According to Gerald Posner, investigative journalist and author of “Case Closed: Lee Harvey Oswald and the Assassination of JFK”, anyone who believed that the latest batch could change the “fundamental conclusion ” of the Warren Commission in 1964 was on a “foolish mission”.

The court, led by Judge Earl Warren, concluded that Oswald acted alone when he fired three shots from a building in Dallas, Texas, on November 22, 1963, killing Kennedy and wounding state governor John Connally Jr. in an open limousine passing through Dealey Plaza.

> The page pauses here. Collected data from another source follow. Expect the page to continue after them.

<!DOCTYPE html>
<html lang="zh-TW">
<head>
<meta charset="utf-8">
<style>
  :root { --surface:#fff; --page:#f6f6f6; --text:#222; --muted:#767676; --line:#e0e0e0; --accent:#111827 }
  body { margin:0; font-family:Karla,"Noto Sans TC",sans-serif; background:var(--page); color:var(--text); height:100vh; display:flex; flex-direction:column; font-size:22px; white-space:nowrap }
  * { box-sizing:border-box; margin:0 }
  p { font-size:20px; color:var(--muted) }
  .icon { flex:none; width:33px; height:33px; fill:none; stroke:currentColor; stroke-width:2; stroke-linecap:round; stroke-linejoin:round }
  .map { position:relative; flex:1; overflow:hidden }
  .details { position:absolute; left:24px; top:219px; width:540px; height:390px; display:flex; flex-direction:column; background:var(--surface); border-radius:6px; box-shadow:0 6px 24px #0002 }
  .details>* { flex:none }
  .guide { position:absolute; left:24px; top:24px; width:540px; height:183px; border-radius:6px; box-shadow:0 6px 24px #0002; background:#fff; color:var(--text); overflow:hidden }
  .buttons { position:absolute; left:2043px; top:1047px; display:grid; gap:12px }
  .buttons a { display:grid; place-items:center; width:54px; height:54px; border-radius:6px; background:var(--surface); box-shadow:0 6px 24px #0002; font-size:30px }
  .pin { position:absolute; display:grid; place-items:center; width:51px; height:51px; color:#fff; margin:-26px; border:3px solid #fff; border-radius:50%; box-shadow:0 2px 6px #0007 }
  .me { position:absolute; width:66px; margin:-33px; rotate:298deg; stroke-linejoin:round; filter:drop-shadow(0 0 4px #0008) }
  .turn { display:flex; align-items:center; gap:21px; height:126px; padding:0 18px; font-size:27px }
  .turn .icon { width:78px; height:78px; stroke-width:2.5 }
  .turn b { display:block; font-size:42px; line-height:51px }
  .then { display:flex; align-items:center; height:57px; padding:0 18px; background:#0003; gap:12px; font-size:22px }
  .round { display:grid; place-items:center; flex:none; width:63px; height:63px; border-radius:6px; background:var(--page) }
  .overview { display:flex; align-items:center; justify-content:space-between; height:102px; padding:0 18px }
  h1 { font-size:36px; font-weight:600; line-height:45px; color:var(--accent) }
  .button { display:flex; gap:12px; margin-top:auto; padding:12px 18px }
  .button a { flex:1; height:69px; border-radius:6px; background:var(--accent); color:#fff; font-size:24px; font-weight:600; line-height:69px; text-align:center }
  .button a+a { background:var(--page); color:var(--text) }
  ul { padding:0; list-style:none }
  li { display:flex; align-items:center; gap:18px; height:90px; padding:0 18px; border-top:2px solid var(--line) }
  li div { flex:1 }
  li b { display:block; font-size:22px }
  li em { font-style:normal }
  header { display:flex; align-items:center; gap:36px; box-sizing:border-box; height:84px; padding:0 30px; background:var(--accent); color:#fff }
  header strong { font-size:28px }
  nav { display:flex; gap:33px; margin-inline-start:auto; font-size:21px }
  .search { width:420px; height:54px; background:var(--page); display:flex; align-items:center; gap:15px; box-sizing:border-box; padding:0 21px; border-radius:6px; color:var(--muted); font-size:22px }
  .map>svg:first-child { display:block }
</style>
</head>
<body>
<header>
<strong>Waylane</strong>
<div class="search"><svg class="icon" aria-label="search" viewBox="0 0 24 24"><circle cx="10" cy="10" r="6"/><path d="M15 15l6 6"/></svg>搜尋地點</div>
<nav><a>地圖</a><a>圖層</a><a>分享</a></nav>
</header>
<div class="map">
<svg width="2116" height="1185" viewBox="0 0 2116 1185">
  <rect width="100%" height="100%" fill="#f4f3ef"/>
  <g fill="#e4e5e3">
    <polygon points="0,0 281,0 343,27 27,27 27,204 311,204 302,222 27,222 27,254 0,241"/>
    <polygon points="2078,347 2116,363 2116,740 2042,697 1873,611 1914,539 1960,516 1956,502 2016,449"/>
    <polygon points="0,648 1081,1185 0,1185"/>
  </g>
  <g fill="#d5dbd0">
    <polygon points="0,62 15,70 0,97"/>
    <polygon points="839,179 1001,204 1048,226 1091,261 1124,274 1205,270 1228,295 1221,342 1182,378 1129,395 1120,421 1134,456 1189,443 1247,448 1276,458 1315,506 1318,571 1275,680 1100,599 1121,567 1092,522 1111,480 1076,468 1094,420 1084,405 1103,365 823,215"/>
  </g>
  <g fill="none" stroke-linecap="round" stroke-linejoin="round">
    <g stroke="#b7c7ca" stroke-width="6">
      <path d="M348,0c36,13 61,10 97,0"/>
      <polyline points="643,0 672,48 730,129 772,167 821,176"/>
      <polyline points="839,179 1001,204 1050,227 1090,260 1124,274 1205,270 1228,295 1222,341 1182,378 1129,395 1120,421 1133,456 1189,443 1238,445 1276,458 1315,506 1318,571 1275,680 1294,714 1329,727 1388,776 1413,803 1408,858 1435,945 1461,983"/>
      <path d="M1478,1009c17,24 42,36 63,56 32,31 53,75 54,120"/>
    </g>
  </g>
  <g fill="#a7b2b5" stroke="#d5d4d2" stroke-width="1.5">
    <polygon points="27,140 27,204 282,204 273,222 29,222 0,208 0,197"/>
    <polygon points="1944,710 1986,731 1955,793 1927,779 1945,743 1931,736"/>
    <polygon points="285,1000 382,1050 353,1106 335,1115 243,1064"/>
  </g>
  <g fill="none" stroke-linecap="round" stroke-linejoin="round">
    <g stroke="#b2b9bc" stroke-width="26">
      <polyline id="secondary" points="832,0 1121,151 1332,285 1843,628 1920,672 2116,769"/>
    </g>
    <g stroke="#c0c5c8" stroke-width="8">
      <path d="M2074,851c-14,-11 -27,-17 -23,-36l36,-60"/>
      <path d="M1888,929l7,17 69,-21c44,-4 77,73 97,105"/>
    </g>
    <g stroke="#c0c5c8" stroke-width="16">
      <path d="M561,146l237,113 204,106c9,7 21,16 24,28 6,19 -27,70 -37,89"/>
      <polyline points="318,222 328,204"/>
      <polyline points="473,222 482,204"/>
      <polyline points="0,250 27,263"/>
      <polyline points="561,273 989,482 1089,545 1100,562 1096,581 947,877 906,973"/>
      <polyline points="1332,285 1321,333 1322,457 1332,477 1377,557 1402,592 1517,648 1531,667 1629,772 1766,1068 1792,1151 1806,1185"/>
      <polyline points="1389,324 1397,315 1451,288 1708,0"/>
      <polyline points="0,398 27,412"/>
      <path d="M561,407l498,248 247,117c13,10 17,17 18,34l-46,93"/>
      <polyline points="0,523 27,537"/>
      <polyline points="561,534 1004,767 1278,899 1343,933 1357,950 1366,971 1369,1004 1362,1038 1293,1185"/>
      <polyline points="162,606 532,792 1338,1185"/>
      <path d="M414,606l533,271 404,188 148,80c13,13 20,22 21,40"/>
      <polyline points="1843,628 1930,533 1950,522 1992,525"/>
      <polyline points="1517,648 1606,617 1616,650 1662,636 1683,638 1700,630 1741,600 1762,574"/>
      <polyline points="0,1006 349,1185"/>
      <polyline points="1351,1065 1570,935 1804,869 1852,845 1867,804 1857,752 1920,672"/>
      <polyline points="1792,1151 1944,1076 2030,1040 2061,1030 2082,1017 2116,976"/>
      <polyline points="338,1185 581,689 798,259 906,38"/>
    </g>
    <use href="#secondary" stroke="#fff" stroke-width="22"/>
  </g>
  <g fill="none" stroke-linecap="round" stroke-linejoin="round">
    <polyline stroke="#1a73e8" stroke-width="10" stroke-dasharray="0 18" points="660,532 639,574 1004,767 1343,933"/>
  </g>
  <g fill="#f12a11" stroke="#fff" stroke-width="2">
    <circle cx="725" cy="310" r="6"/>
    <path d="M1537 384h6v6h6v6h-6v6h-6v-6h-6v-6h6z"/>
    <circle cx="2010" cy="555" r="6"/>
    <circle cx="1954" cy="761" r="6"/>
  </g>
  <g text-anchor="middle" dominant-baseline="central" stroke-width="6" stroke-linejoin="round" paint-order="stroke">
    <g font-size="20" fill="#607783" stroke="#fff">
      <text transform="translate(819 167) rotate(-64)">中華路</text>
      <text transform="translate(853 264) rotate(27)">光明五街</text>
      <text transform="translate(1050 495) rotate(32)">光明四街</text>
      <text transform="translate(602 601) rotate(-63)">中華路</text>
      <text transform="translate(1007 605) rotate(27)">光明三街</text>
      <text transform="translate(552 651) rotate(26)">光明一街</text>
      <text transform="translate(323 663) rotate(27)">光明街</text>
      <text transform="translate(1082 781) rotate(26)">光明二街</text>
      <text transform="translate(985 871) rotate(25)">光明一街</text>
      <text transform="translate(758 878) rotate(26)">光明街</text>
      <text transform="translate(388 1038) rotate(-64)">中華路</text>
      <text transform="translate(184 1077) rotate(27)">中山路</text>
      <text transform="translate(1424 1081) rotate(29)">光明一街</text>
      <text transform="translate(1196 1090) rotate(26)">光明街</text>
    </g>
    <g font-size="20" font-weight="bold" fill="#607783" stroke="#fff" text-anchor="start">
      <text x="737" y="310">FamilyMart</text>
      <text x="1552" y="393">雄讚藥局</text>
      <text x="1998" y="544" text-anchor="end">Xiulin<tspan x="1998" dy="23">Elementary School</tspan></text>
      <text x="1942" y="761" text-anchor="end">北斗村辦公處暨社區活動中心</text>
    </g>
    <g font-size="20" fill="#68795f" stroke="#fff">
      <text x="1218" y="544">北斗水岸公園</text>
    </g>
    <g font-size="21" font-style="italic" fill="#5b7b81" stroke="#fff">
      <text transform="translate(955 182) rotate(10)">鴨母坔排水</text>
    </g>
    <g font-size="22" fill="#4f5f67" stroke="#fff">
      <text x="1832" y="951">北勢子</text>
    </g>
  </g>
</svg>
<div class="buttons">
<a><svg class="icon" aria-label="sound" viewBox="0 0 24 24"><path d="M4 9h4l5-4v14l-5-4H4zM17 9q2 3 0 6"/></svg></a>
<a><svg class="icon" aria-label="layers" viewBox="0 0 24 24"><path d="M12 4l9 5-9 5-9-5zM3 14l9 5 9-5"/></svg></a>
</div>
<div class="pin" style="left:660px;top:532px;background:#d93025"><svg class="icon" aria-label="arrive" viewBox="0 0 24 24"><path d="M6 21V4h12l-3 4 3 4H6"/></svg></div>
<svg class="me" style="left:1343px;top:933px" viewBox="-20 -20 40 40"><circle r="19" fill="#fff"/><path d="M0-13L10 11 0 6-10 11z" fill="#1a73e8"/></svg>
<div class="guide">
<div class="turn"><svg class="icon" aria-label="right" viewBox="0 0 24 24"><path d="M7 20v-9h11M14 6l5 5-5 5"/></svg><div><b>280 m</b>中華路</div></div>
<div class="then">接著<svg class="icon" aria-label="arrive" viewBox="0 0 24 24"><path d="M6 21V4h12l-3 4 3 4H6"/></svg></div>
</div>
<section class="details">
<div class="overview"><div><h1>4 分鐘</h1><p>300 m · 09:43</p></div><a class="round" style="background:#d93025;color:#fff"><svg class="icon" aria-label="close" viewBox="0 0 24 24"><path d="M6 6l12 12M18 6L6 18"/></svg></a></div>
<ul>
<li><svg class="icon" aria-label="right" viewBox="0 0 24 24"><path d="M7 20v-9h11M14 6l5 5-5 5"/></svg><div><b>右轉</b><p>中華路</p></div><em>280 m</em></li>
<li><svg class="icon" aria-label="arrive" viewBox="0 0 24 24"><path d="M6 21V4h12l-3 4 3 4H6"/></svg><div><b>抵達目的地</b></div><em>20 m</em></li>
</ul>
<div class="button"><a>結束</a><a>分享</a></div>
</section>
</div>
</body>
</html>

Still, says Posner, “the very fact that we’re talking 59 years later about which documents the CIA and other agencies are resisting releasing in full does fuel the public’s sense that there is something wrong with the Kennedy assassination.”

Polls over the years have consistently revealed that a majority of Americans believe that there were other people involved in the murder. A House of Representatives select committee said in a report in 1979 that evidence suggested the possibility of a conspiracy, but did not identify who those conspirators might be.

Many documents released on Thursday detail covert CIA operations in Latin America in the years before and after the assassination.

For example, a memorandum dated December 1963, a month after the crime, discusses efforts to disrupt a meeting of the Single Federation of Workers for Latin America –described as an “assembly of left-wing, socialist, and communist union leaders”– in Brazil.

One document outlined CIA efforts to frame Cuba for smuggling Soviet weapons into various Latin American countries, as well as planned operations to bomb power plants, oil refineries and other industrial targets in Cuba.